Chapter 63: Echoes of the World Tree

The air in the arcane foundry was finally cooling down.

We stood amidst the scorched metal plates and the lingering smell of ozone.

Nyssa and Kaelith were slipping back into their clothes, their movements carrying a terrifying new grace.

I watched them, a deep sense of pride swelling in my chest.

’We actually pulled it off. Two C-Grade Apex variants in one room. I am so proud of them. It is not easy to live as women in this day and age. Being looked at like a breeding tool. A means to have a child and nothing more.’

I reached for my discarded coat, wincing slightly as the scorched brass of my Vanguard Arm scraped against the fabric.

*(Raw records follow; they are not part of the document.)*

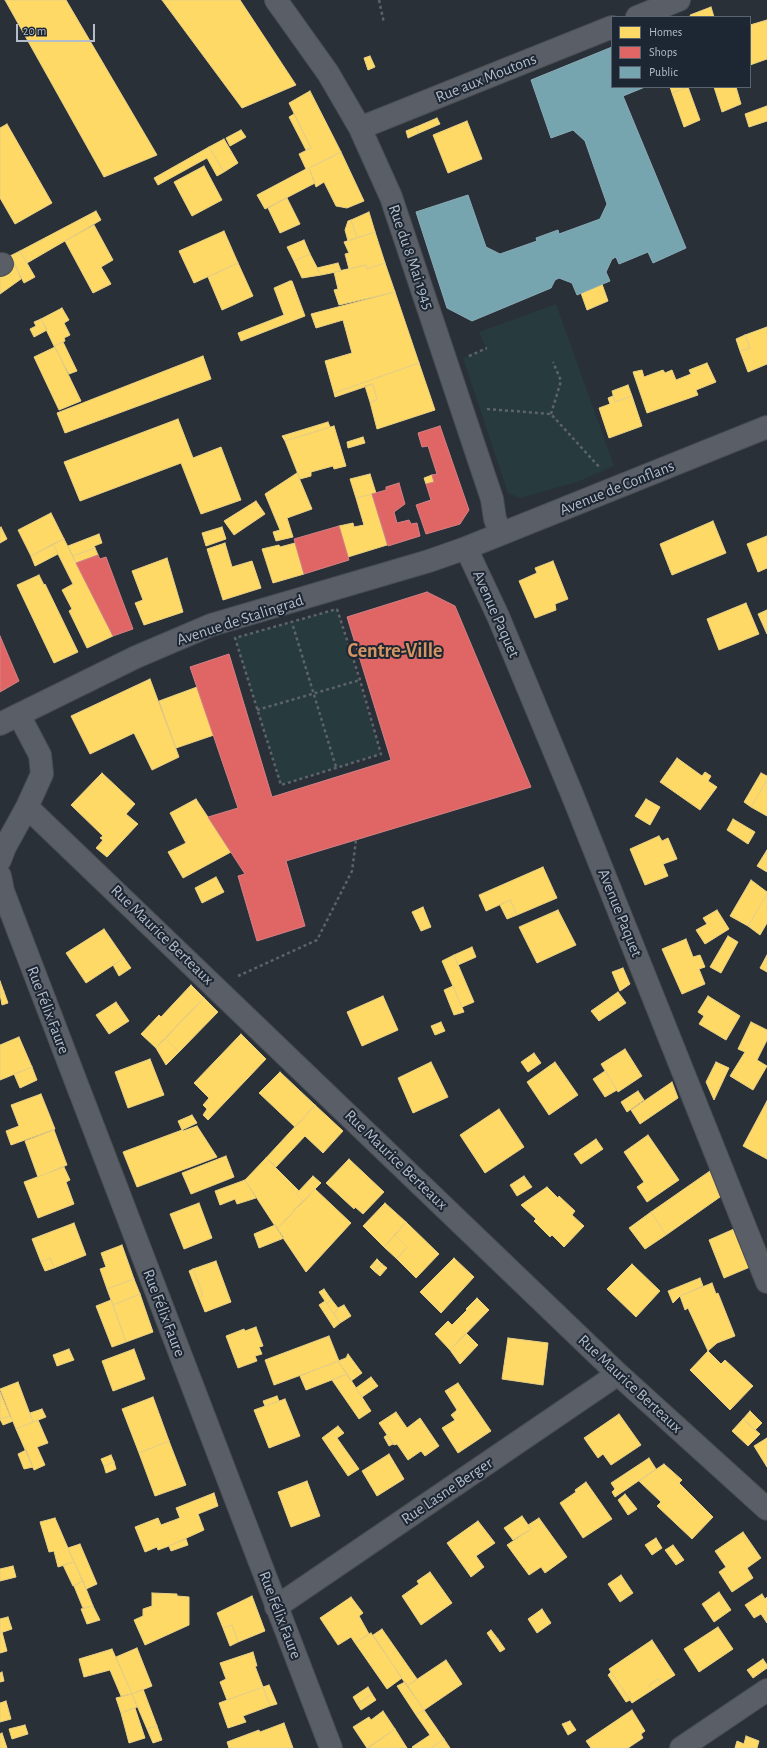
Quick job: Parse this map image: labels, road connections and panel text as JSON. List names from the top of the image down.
{
  "streets": {
    "street": [
      "Rue aux Moutons",
      "Rue du 8 Mai 1945",
      "Avenue de Conflans",
      "Avenue Paquet",
      "Avenue de Stalingrad",
      "Rue Maurice Berteaux",
      "Rue Félix Faure",
      "Rue Lasne Berger"
    ]
  },
  "crossings": [
    ["Rue aux Moutons", "Rue du 8 Mai 1945"],
    ["Rue du 8 Mai 1945", "Avenue de Conflans"],
    ["Avenue de Conflans", "Avenue Paquet"],
    ["Avenue de Conflans", "Avenue de Stalingrad"],
    ["Avenue Paquet", "Avenue de Stalingrad"],
    ["Rue Maurice Berteaux", "Rue Lasne Berger"],
    ["Rue Félix Faure", "Rue Lasne Berger"]
  ],
  "districts": ["Centre-Ville"],
  "legend": ["Homes", "Shops", "Public"],
  "scale_bar": "20 m"
}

’I remember those brave Feminist women who stood for their rights. They may not have super amazing magical abilities, but they had the grit to challenge the old order. I see such powerful women in both Nyssa and Kaelith.’

Suddenly, Kaelith froze.

Her dark tunic was only half-laced.

Her body went completely rigid, like a statue carved from obsidian.

The pitch-black sclera of her eyes widened, and a faint silver mist began to leak from her pupils.

"Kaelith?" Nyssa asked.

She took a cautious step forward, her hands glowing with a soft emerald light.

Kaelith did not answer.

She let out a sharp, choked gasp and fell to her knees on the steel floor.

’System! What is happening to her?’ I panicked, stepping forward.

I reached out with my organic hand to stabilize her shoulder.

Whoom!

Before I could even touch her, the Pack Link flared to life in my mind.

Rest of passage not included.